## Required work
Having read the material, return every line of it exactly.

++++ Records for the task

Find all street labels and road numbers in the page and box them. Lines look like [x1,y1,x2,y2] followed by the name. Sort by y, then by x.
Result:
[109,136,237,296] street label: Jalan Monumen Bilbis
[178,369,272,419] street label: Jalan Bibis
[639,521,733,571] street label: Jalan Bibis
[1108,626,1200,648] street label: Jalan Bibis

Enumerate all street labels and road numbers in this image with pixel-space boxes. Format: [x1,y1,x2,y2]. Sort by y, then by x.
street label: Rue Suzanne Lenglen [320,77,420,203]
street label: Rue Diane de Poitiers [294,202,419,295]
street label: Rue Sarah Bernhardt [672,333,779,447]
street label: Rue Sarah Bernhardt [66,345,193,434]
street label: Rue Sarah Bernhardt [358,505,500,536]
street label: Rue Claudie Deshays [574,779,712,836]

++++++++

## Written answer
Find all street labels and road numbers in the page and box them. Lines look like [x1,y1,x2,y2] followed by the name. Sort by y, then by x.
Result:
[109,136,237,296] street label: Jalan Monumen Bilbis
[178,369,272,419] street label: Jalan Bibis
[639,521,733,571] street label: Jalan Bibis
[1108,626,1200,648] street label: Jalan Bibis

Enumerate all street labels and road numbers in this image with pixel-space boxes. Format: [x1,y1,x2,y2]. Sort by y, then by x.
street label: Rue Suzanne Lenglen [320,77,420,203]
street label: Rue Diane de Poitiers [294,202,419,295]
street label: Rue Sarah Bernhardt [672,333,779,447]
street label: Rue Sarah Bernhardt [66,345,193,434]
street label: Rue Sarah Bernhardt [358,505,500,536]
street label: Rue Claudie Deshays [574,779,712,836]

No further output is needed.